Hello, friends. This week, a local journalist, Hollie Pratt Campbell, interviewed me. In the course of our conversation, Hollie said that while she now reads mostly adult books, it was Young Adult fiction that made her a reader; that really stirred her love of books, as a younger reader.
I was thinking about why that’s the case, and I suspect it’s to do with the importance of story in young people’s lit. Young readers don’t read primarily for gorgeous prose, elaborate narrative structure, or postmodern wit. (Which is not to say that they don’t appreciate all those things; they can be sophisticated readers.) But before all else, they want a fully developed story with complex characters and a conflict that gets resolved.

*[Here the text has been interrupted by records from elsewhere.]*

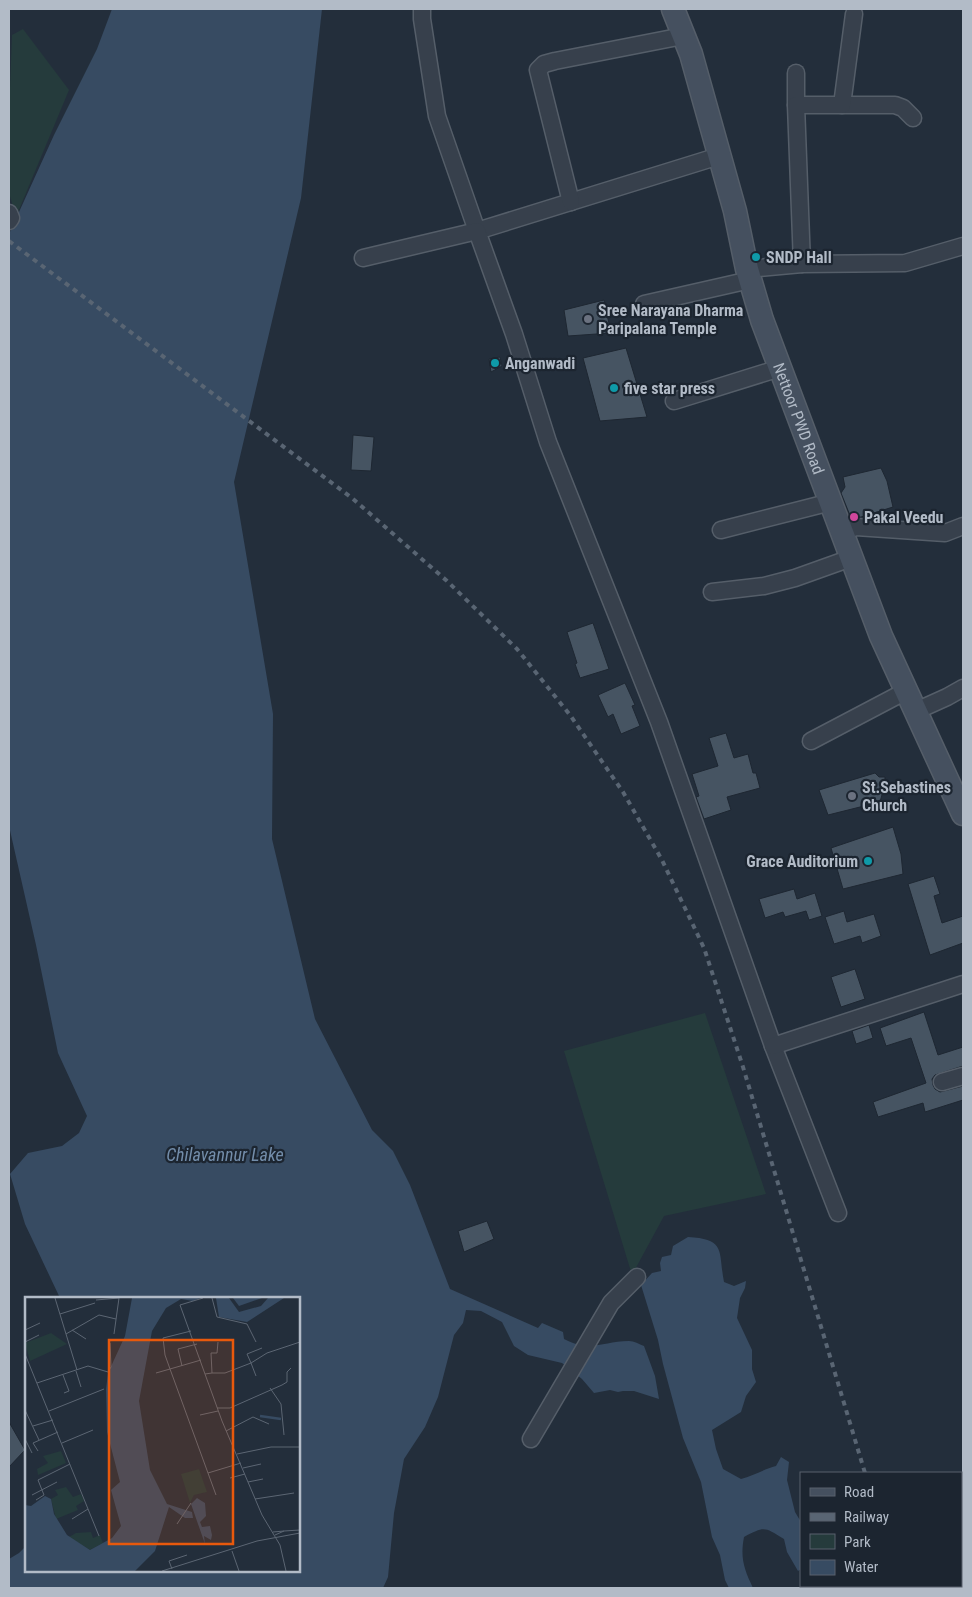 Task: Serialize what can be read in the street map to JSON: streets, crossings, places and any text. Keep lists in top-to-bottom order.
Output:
{
  "streets": {
    "street": ["Nettoor PWD Road"]
  },
  "water": ["Chilavannur Lake"],
  "places": [
    "SNDP Hall",
    "Sree Narayana Dharma Paripalana Temple",
    "Anganwadi",
    "five star press",
    "Pakal Veedu",
    "St.Sebastines Church",
    "Grace Auditorium"
  ],
  "legend": [
    "Road",
    "Railway",
    "Park",
    "Water"
  ]
} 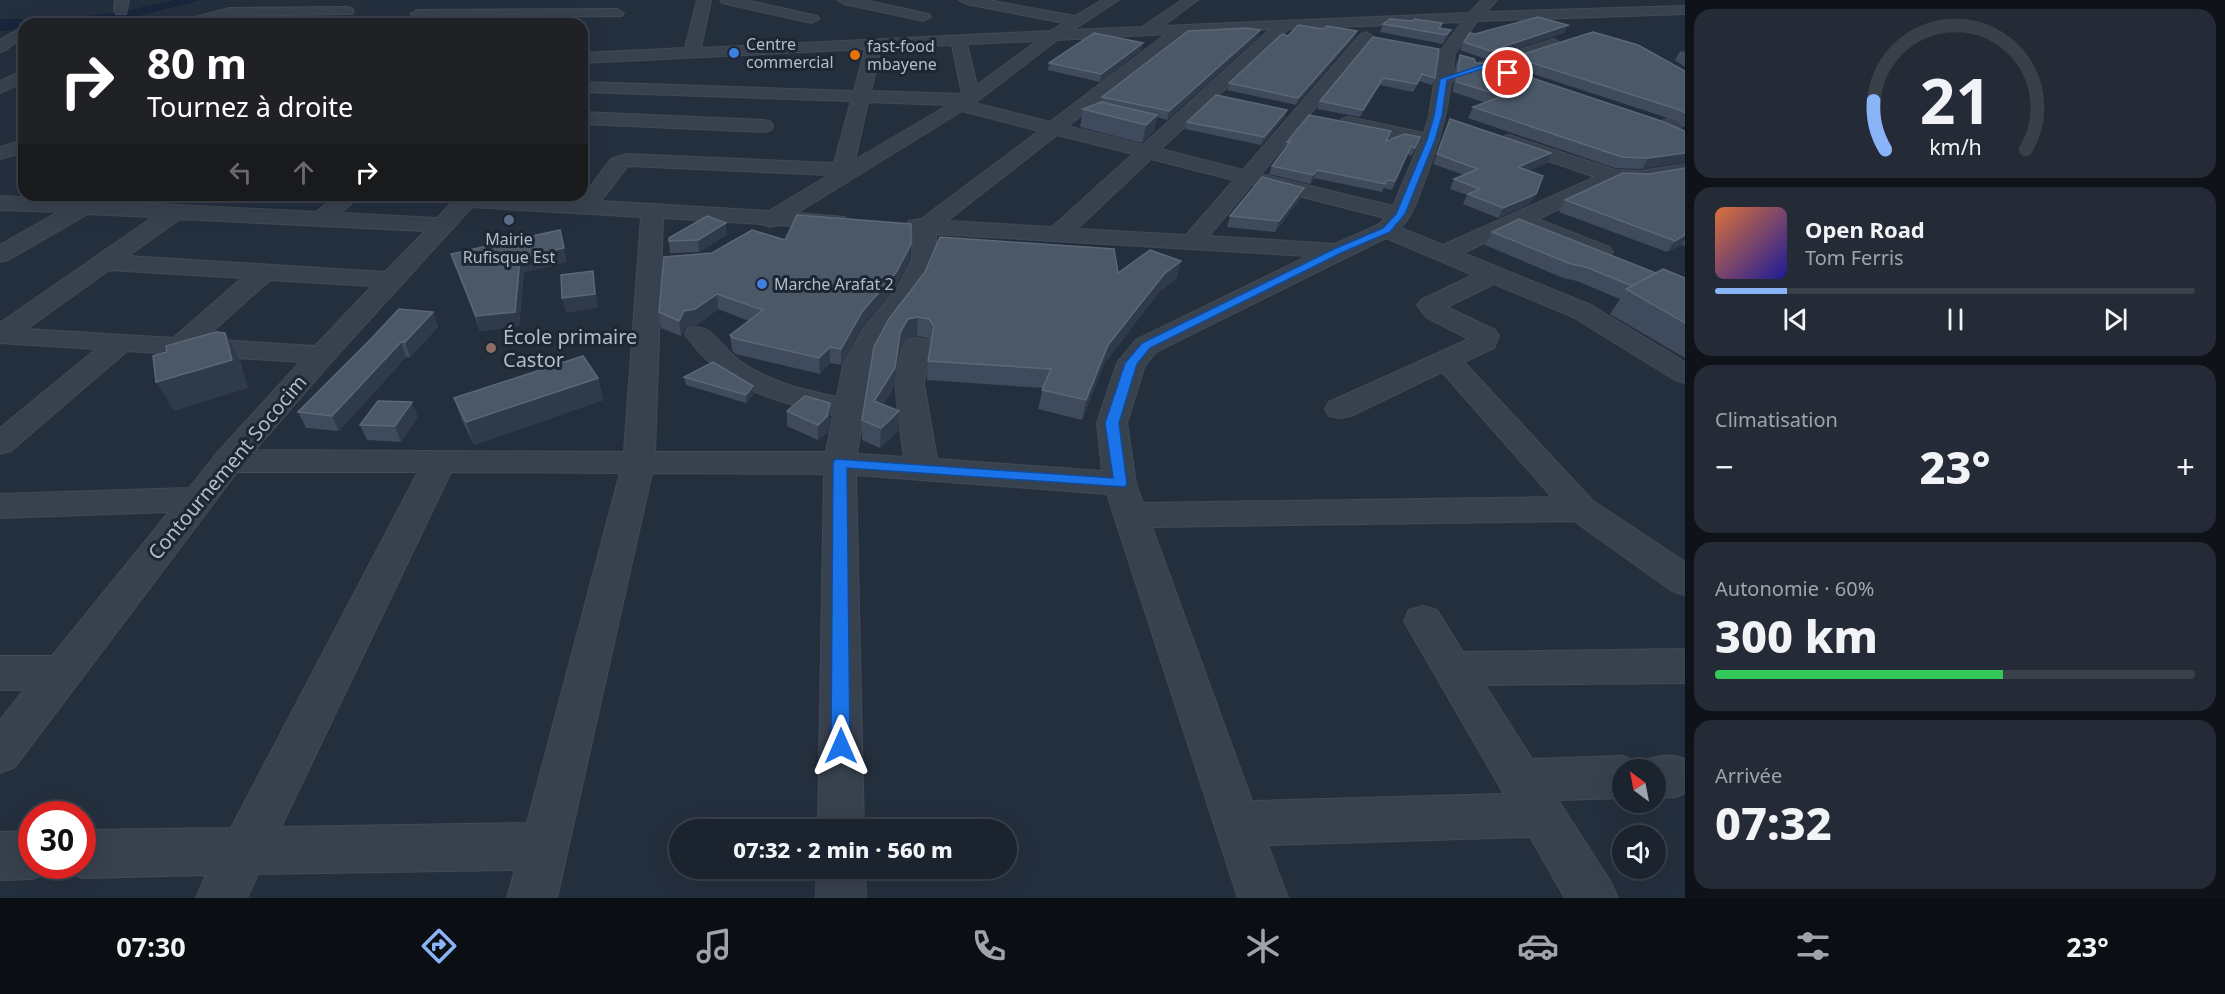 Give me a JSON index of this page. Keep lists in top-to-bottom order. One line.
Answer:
{"streets":{"street":["Contournement Sococim"]},"places":["Centre commercial","fast-food mbayene","Mairie Rufisque Est","Marche Arafat 2","École primaire Castor"],"north":"top left","page":{"turn":["80 m","Tournez à droite"],"song":["Open Road","Tom Ferris"],"tile":["Climatisation",["Autonomie · 60%","300 km"],["Arrivée","07:32"]],"heat":["−","23°","+"],"limit":"30","trip":"07:32 · 2 min · 560 m","tabs":["07:30","23°"],"gauge":["21","km/h"]}}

There’s a purity to writing for kids that’s incredibly satisfying, precisely because of these elements. As an adult, I too enjoy the quest. I want to solve the problem; I long to overcome the challenge. When life is messy and ambiguous, it’s a relief to pull things together neatly in a plot.
The plot, however, is just the hook. What remains for me are the characters and their specific struggles. If I think about the books that made me a reader, I think of the Murry family, in Madeleine L’Engle’s Time Quartet – loving, often separated, intrepid. Emily Starr, the idealistic, lonely, aspiring writer created by L. M Montgomery. Even the Naughtiest Girl, a spoiled brat who’s determined to be expelled from her boarding school, yet comes to belong there (it’s a series by Enid Blyton).
What do you read for – plot, characters, something else? And what are the books that made you a reader?